## What this task involves
Your task is to transcribe each record exactly and to omit every image.
============================================================
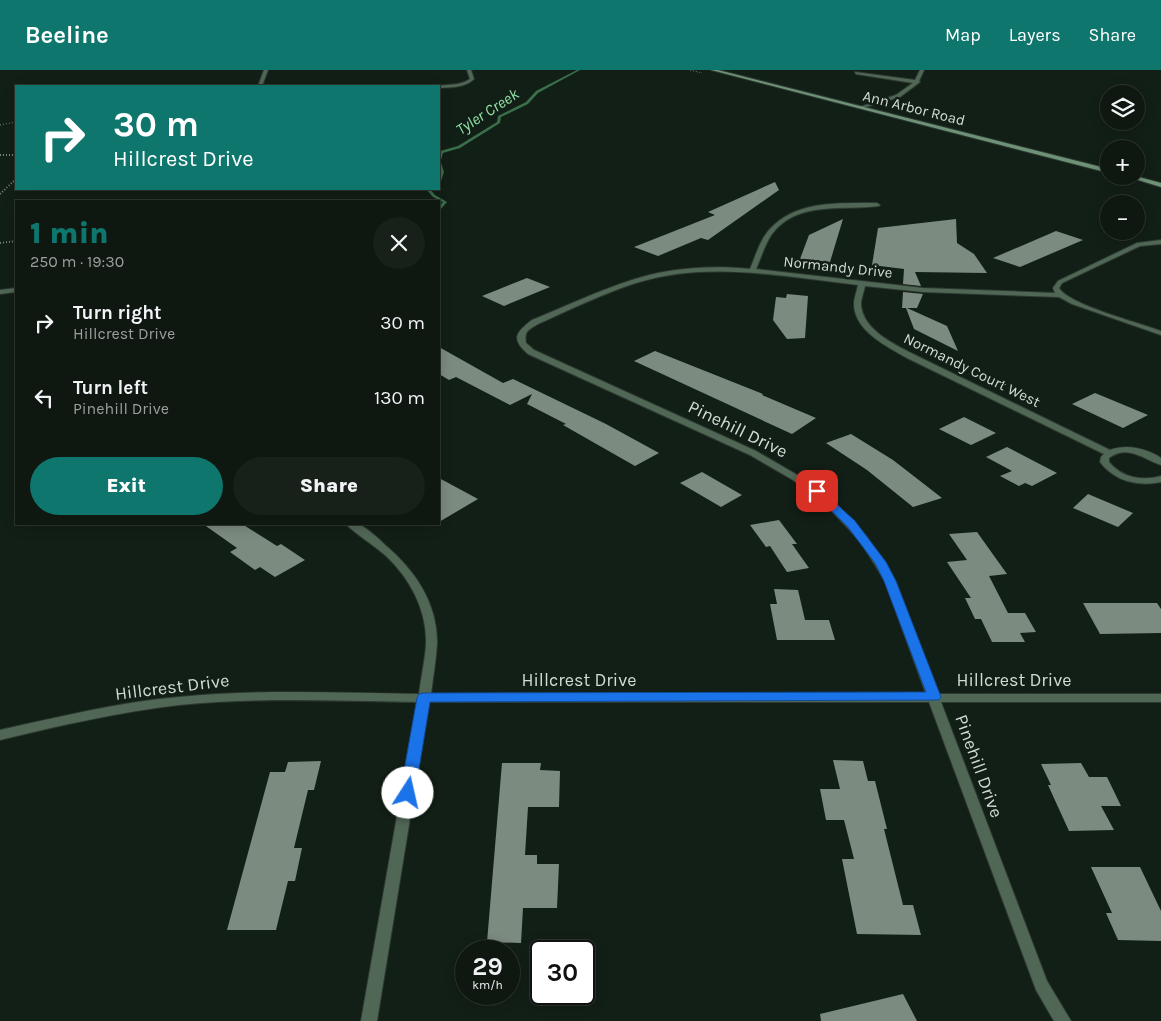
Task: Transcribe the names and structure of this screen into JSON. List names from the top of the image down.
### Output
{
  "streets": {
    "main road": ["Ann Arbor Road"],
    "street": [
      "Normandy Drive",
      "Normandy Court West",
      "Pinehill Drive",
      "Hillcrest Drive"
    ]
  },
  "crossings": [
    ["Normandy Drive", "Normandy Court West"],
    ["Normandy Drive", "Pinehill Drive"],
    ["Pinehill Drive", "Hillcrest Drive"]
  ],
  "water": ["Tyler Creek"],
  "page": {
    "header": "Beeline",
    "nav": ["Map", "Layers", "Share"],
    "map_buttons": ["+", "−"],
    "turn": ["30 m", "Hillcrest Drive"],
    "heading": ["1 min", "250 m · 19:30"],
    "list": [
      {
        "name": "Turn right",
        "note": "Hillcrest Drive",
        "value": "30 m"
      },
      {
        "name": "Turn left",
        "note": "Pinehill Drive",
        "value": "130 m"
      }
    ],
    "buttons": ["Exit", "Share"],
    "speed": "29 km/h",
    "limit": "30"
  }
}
============================================================
## Solution below
Task: Transcribe the names and structure of this screen into JSON. List names from the top of the image down.
### Output
{
  "streets": {
    "main road": ["Ann Arbor Road"],
    "street": [
      "Normandy Drive",
      "Normandy Court West",
      "Pinehill Drive",
      "Hillcrest Drive"
    ]
  },
  "crossings": [
    ["Normandy Drive", "Normandy Court West"],
    ["Normandy Drive", "Pinehill Drive"],
    ["Pinehill Drive", "Hillcrest Drive"]
  ],
  "water": ["Tyler Creek"],
  "page": {
    "header": "Beeline",
    "nav": ["Map", "Layers", "Share"],
    "map_buttons": ["+", "−"],
    "turn": ["30 m", "Hillcrest Drive"],
    "heading": ["1 min", "250 m · 19:30"],
    "list": [
      {
        "name": "Turn right",
        "note": "Hillcrest Drive",
        "value": "30 m"
      },
      {
        "name": "Turn left",
        "note": "Pinehill Drive",
        "value": "130 m"
      }
    ],
    "buttons": ["Exit", "Share"],
    "speed": "29 km/h",
    "limit": "30"
  }
}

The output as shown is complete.